# NEW ~ KCBS Steak Competition Coming Soon!



## thirdeye (Sep 15, 2021)

KCBS has just announced their steak competition.  HERE is the link I received today, and within the link are the rules which can be downloaded in a .pdf format.  Not surprising their steak of choice is a KC Strip.

SCA Steak contests are getting more popular in my area, and  I've been kicking around the idea of cooking at one since they are usually on Friday before a regular KCBS  4-meat competition.  The rules for the KCBS steak competition are different, the two biggest takeaways being the competitor supplies the steaks and can cook as many as they like, and sear marks are scored down.


----------



## smokin peachey (Sep 15, 2021)

Doesn’t seem fair for the competitors to provide the meat. Meat quality varies so much someone could easily buy a win.


----------



## jcam222 (Sep 15, 2021)

smokin peachey said:


> Doesn’t seem fair for the competitors to provide the meat. Meat quality varies so much someone could easily buy a win.


100% agree. Odd indeed.


----------



## Colin1230 (Sep 15, 2021)

Very interesting, I'm watching this one.


----------



## jcam222 (Sep 15, 2021)

Reading a little closer it looks like steaks need to be purchased from one of two approved suppliers. “The KCBS National Steak Championships is proud to partner with _Creekstone Farms®_ and _Double R Ranch®_ as the official meat purveyors to provide Choice-Grade Kansas City Strip Steaks that meet the specifications of the KCBS National Steak Championships.”


----------



## thirdeye (Sep 15, 2021)

But you have to buy meat from an approved supplier, so it should be pretty close.  I wonder if Sam's club will get on the approved supplier list?  They are a KCBS sponsor, and could easily pull this off. 

Regardless, it's good that the meat is USDA Choice, it takes more skill than cooking Prime.


----------



## unclebubbas bbq (Sep 16, 2021)

The competitor doesn't supply the meat, the contest director supplies the meat. You draw numbers and have your choice of what is on the table. It is actually the fairest way to do it. It all comes down to how skilled you are as a cook


----------



## thirdeye (Sep 16, 2021)

unclebubbas bbq said:


> The competitor doesn't supply the meat, the contest director supplies the meat.

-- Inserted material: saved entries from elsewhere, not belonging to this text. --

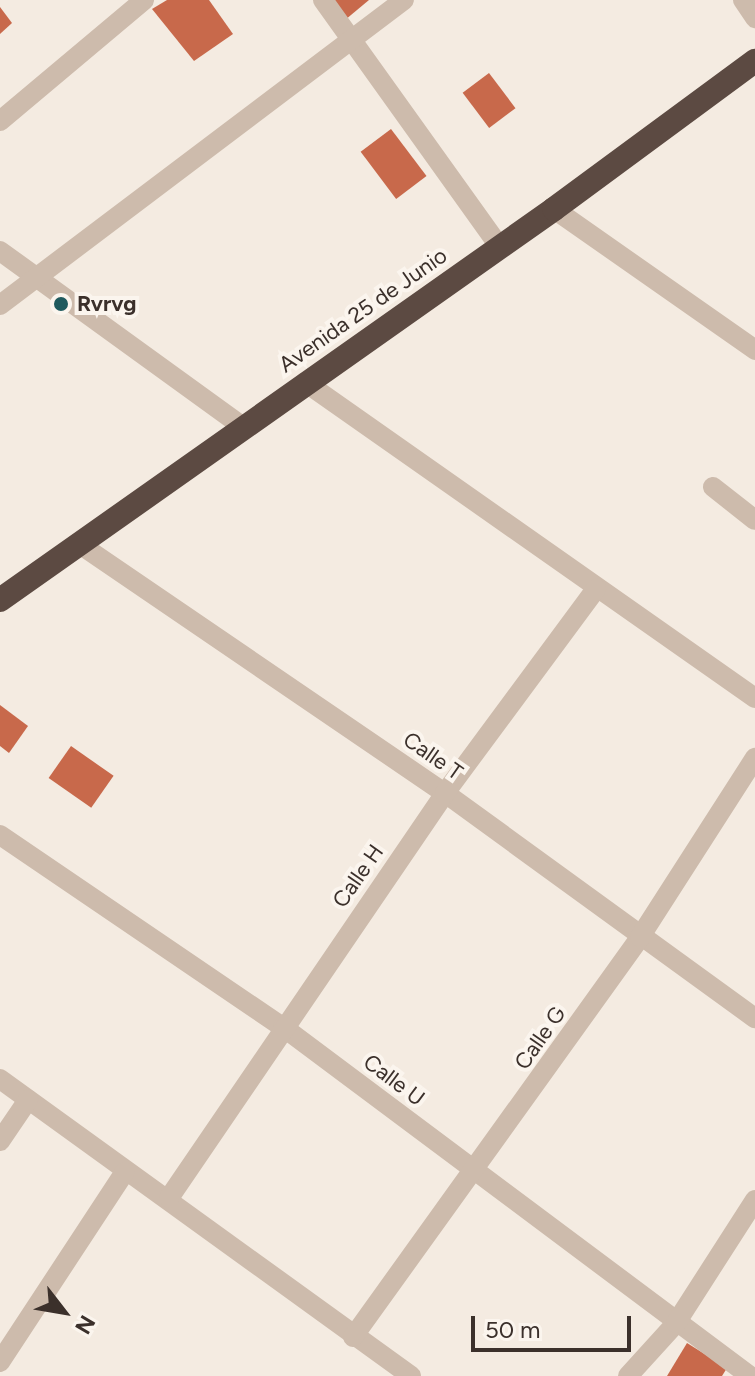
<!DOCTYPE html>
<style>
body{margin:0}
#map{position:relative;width:755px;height:1376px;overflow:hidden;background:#f4ebe1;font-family:Figtree,sans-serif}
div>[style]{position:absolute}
.building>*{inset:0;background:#c8694b;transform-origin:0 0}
.minor>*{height:20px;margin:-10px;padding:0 10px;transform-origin:10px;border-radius:10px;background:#cdbbac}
.highway>*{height:24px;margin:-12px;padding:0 12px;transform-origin:12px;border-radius:12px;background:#5c4a42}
.dots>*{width:22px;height:22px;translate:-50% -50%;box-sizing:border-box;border:4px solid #fbf5ee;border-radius:50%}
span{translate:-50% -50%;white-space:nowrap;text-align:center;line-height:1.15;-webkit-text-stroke:8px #fbf5ee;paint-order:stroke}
.poi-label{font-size:22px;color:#3b302b;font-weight:700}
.left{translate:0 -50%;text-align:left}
.street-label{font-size:22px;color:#3b302b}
.north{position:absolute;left:24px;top:1272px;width:80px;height:80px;-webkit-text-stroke:6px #fbf5ee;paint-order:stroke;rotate:121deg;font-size:22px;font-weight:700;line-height:32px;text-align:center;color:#3b302b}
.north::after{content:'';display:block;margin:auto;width:28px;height:36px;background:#3b302b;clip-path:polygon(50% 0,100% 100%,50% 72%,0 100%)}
.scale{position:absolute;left:471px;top:1316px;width:160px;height:36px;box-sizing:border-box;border:4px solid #3b302b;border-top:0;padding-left:10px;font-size:24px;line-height:28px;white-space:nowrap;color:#3b302b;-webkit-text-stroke:6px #fbf5ee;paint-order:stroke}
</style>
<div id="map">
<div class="building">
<div style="clip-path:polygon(167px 0,209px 0,233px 34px,194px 61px,152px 9px)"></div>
<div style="clip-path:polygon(331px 0,369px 0,345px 20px)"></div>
<div style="clip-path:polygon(0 7px,12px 23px,0 34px)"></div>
<div style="left:489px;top:73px;width:44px;height:33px;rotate:53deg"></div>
<div style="left:391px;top:129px;width:59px;height:38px;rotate:53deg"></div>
<div style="clip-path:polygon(0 705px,28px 726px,9px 753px,0 746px)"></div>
<div style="left:71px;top:746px;width:52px;height:39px;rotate:35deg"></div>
<div style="clip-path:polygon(687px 1343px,727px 1368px,722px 1376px,667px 1376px)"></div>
</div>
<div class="minor">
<div style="left:323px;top:0;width:302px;rotate:54.4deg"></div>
<div style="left:743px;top:0;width:22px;rotate:56deg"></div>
<div style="left:0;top:121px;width:188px;rotate:-40deg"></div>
<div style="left:554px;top:209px;width:246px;rotate:35deg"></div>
<div style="left:0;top:251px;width:300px;rotate:35.9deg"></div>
<div style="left:0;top:305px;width:506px;rotate:-37.05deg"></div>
<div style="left:305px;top:382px;width:550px;rotate:35.08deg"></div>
<div style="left:713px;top:487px;width:53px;rotate:38.2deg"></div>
<div style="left:78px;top:543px;width:444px;rotate:34.3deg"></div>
<div style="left:445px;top:793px;width:383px;rotate:36deg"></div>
<div style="left:0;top:835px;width:342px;rotate:34.2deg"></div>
<div style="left:283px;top:1027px;width:583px;rotate:36.77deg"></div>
<div style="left:0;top:1079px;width:507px;rotate:35.85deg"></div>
<div style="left:0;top:1141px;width:50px;rotate:-55.7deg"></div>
<div style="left:169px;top:1198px;width:490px;rotate:-55.7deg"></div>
<div style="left:445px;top:793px;width:254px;rotate:-53.5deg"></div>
<div style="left:353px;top:1337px;width:492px;rotate:-54.3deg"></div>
<div style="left:640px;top:937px;width:213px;rotate:-57.3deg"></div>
<div style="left:0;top:1362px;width:227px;rotate:-56.7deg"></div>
<div style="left:628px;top:1376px;width:72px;rotate:-47.8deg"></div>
<div style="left:676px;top:1323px;width:146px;rotate:-57.3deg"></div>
</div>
<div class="highway">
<div style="left:0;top:600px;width:678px;rotate:-35.21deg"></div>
<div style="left:554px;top:209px;width:250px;rotate:-36.4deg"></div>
</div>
<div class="dots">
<div style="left:61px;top:304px;background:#1f5a5e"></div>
</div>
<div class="poi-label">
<span class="left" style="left:77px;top:304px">Rvrvg</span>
</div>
<div class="street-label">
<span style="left:363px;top:310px;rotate:-35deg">Avenida 25 de Junio</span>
<span style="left:433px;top:756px;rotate:35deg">Calle T</span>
<span style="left:358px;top:876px;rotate:-55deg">Calle H</span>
<span style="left:540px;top:1038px;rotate:-55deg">Calle G</span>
<span style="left:394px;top:1080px;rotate:37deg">Calle U</span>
</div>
<div class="north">N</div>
<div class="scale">50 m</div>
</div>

You draw numbers and have your choice of what is on the table. It is actually the fairest way to do it. It all comes down to how skilled you are as a cook


No, KCBS's rules are different than SCA's.:

_*Only the official specified Strip steak sourced from official providers will be allowed. All steaks certified as official for competitive use will be presented in the provider’s original vacuum packaging and will have the provider’s USDA Establishment (EST) code. KCBS has multiple official providers and each provider has their own USDA EST code that must be visible to the inspector.*_

Right now the only providers are Creekstone and Double R Ranch (Snake River).  But since Sam's Club has hosted some KCBS events I'm wondering if they won't qualify for one of the suppliers?  This way you could call in a special order and they could package it with the right code numbers etc.  The packaging has to be original until meat inspection is over.   Also instead of cooking only 2 steaks, KCBS will let cooks cook as many as they want.

Also, grill marks are scored down: (the actual quote is in Rev. 1 of the rules, which I found odd)

_*Grill marks or sear marks are not encouraged and are criteria for deducting points for both presentation and taste. According to Meathead from www.amazingribs.com, “the goal is to get a golden to brown color on as much surface as possible”, and “Grates can scar your meat with black stripes of chalky carbon that tastes like burnt toast.”*_


----------